Highlights: Take Me In Your Army, Crunch Punch, Human Sadness,
Dare I Care
12+67*0,5-32*2√(56-44)+11/10
What a hilariously
absurd album. Hats off to Julian Casablancas.
No, really. I have no
idea what is happening half the time. Some goddamn radio jingles a la The Who Sell Out? Classical strings? A
fucking bleep coming out of the blue in “Business Dog”? A song called “Xerox”? What
is this? Not even Kevin Barnes at his most ridiculous could hope to reach such
demented heights.
Tyranny is an album to lose yourself in. Don’t try to understand it – this will
either result in cognitive dissonance or complete nervous breakdown. I do of
course realise that losing yourself in this madness is not advisable to normal
people but since when normal people have any say in the world of art.
And is this art? You
fucking bet it is. Adventurous, inventive, inexplicable, bizarre – and, to
counter Scott Walker’s latest exploits in the world of musical impenetrability,
actually accessible. You realise this
is a guy from The Strokes who has previously collaborated with Daft Punk and
recorded a witty electropop album as a solo artist. And Casablancas is an
artist, in every sense of the word. Tyranny
is this expansive, expressionist work of a restless but hugely talented individual
who doesn’t sit on his ass but is ready to do
something.
Let’s be as relevant
as this album and say that Julian Casablancas has a very strange fascination
with the letter ‘z’. First, Phrazes For
The Young. Now he is playing with a band called The Voidz. Some
consistency. Genre-wise this is marked as neo-psychedelia, experimental and
noise rock. Seems apt.

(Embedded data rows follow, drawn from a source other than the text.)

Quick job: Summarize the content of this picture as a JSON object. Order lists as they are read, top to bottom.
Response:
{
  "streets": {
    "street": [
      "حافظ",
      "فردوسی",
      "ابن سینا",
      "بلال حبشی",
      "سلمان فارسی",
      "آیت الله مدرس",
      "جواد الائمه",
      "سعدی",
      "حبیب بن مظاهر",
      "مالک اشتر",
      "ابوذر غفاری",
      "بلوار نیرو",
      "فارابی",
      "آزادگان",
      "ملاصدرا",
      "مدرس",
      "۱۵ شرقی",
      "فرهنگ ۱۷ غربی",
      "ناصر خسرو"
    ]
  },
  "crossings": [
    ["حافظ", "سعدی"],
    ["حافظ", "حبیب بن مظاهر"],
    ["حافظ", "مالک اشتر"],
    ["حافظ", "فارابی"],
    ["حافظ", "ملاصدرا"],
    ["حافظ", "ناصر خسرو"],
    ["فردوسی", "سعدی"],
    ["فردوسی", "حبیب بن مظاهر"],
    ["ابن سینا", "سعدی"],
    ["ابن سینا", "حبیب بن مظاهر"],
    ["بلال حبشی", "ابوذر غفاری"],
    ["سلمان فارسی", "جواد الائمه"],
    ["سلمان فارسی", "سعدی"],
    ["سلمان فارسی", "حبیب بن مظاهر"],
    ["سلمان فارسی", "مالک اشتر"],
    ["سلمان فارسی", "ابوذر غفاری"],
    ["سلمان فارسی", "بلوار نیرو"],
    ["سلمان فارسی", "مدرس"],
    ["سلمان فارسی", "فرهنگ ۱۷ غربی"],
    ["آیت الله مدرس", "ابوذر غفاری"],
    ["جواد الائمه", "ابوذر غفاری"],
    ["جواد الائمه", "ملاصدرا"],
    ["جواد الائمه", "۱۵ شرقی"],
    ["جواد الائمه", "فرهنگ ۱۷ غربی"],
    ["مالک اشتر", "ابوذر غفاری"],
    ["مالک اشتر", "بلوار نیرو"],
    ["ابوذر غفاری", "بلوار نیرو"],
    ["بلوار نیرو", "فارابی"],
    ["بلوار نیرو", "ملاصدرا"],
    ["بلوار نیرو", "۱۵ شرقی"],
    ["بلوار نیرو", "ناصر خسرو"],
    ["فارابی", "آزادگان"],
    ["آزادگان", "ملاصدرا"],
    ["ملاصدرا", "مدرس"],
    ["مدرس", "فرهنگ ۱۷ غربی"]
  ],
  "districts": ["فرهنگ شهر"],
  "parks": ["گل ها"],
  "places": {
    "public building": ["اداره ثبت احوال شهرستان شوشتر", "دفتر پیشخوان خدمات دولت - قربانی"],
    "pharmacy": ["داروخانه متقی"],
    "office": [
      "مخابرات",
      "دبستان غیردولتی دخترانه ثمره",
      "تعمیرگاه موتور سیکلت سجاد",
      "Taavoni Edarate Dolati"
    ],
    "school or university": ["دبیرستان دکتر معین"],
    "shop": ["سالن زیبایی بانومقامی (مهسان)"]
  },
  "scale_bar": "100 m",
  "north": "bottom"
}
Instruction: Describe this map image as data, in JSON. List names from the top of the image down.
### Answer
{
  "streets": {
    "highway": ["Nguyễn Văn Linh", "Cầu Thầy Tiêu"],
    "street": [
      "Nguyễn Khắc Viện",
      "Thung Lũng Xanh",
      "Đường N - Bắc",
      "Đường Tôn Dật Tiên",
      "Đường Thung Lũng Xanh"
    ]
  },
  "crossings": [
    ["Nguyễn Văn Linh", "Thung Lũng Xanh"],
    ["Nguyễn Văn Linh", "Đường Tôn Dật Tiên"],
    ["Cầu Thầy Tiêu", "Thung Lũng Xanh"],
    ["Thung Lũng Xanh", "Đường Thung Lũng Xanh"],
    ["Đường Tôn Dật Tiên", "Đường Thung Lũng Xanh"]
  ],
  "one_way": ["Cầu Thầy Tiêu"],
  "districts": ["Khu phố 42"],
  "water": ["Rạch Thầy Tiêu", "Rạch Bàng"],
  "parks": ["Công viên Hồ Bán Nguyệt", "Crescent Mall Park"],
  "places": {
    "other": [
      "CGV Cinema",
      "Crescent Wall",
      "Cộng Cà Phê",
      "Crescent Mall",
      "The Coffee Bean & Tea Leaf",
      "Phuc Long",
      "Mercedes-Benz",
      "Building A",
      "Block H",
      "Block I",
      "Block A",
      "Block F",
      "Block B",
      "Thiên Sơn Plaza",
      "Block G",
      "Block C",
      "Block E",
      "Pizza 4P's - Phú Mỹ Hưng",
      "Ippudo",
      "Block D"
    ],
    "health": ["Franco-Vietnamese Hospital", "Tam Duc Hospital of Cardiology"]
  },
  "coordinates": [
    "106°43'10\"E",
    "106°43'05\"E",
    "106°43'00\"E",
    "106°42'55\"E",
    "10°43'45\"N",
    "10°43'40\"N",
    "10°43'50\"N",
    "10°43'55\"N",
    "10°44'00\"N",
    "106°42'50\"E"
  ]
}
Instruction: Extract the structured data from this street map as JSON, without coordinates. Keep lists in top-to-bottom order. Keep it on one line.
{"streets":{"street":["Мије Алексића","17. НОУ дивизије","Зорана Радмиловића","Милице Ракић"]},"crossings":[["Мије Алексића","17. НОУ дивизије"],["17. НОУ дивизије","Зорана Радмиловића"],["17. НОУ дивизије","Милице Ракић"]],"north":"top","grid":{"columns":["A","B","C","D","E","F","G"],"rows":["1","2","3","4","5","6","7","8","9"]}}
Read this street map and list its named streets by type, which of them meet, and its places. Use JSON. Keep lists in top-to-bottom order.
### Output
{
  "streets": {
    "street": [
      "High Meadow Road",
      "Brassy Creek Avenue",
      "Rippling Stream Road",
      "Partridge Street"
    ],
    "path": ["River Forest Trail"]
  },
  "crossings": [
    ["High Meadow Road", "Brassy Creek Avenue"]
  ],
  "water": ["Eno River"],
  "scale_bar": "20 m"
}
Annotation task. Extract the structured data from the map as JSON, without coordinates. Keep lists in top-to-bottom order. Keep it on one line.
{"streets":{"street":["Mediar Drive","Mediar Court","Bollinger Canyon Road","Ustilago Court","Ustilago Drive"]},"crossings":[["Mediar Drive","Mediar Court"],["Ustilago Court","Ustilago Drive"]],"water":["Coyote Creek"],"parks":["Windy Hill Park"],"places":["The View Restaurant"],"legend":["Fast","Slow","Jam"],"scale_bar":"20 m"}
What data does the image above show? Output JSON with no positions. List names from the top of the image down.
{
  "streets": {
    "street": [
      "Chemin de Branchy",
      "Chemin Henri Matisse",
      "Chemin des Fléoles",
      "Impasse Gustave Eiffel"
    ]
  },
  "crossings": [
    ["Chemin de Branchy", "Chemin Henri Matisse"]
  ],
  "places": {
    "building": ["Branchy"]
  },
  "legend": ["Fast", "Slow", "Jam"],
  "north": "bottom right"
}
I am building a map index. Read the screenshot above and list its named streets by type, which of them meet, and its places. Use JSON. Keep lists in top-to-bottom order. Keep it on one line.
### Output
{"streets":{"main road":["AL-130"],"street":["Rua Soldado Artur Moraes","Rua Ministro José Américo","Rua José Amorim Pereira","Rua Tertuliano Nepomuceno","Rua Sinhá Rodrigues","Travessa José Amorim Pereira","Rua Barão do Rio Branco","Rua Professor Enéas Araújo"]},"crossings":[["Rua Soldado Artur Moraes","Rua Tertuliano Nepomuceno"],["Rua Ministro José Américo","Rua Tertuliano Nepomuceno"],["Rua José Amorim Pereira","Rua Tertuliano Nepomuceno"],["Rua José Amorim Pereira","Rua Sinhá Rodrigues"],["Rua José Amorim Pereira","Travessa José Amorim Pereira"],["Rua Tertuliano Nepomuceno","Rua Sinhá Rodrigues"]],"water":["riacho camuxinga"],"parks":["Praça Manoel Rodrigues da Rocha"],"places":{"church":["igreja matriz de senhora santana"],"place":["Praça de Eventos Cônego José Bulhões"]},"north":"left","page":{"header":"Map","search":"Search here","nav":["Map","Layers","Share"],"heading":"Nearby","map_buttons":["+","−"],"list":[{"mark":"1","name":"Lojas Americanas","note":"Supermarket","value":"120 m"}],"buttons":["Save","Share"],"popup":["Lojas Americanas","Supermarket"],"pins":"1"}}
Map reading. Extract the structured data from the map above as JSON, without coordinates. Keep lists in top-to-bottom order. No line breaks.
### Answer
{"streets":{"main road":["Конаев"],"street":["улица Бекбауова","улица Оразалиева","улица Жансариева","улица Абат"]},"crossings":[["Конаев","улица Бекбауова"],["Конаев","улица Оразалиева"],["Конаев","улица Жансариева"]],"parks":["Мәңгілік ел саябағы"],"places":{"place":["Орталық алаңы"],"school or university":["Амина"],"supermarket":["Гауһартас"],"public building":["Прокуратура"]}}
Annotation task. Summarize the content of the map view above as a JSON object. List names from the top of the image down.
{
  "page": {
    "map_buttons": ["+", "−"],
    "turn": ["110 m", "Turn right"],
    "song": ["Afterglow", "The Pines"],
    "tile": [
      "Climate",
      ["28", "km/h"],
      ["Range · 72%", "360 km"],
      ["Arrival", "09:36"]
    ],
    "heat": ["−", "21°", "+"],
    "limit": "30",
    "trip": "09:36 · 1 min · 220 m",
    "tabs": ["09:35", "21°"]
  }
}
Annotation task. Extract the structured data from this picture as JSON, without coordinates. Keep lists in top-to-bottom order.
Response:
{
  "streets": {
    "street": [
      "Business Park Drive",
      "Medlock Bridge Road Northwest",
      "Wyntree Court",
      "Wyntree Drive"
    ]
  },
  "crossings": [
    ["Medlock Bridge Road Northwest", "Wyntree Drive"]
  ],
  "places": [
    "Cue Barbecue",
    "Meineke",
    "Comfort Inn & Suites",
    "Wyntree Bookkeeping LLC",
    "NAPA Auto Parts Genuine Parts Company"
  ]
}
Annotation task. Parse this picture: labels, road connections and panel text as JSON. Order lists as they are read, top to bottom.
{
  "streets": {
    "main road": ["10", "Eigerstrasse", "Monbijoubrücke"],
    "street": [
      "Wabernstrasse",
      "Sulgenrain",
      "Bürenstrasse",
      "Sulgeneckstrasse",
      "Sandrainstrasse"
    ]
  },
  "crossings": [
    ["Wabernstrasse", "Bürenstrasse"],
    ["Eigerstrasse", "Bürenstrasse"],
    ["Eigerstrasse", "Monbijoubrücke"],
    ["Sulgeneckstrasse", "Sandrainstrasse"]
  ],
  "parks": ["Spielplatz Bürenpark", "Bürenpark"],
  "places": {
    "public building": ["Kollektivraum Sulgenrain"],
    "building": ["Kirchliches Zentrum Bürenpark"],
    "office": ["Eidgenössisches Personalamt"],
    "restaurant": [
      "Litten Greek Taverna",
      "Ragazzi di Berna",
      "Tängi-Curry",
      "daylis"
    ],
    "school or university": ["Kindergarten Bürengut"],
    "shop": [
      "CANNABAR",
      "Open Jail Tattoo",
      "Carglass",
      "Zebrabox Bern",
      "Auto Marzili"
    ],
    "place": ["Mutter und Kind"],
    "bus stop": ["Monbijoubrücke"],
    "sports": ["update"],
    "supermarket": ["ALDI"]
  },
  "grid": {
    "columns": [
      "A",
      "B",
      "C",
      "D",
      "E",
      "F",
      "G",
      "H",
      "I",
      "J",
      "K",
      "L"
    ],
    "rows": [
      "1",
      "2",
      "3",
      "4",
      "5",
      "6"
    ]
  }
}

Now imagine Julian’s sagging vocals that constantly
switch to angelic falsetto to husky screams. Imagine the sort of melodies that
can never decide whether they want to be catchy or subversive. And the sound: stuffy,
pounding, clanking, never for a second striving for clarity. And hereby the dysfunctional
world of Tyranny is created.
Preposterous and filled with a million little hooks and tricks you will keep discovering
for many days and weeks to come. 62 minutes. “Human Sadness” alone going for ten-plus.
From the ridiculous to the sublime.
This is my new
favourite album of all time.
Shoplifters of the
world unite.
I didn’t really mean
one of those.
Well said sir.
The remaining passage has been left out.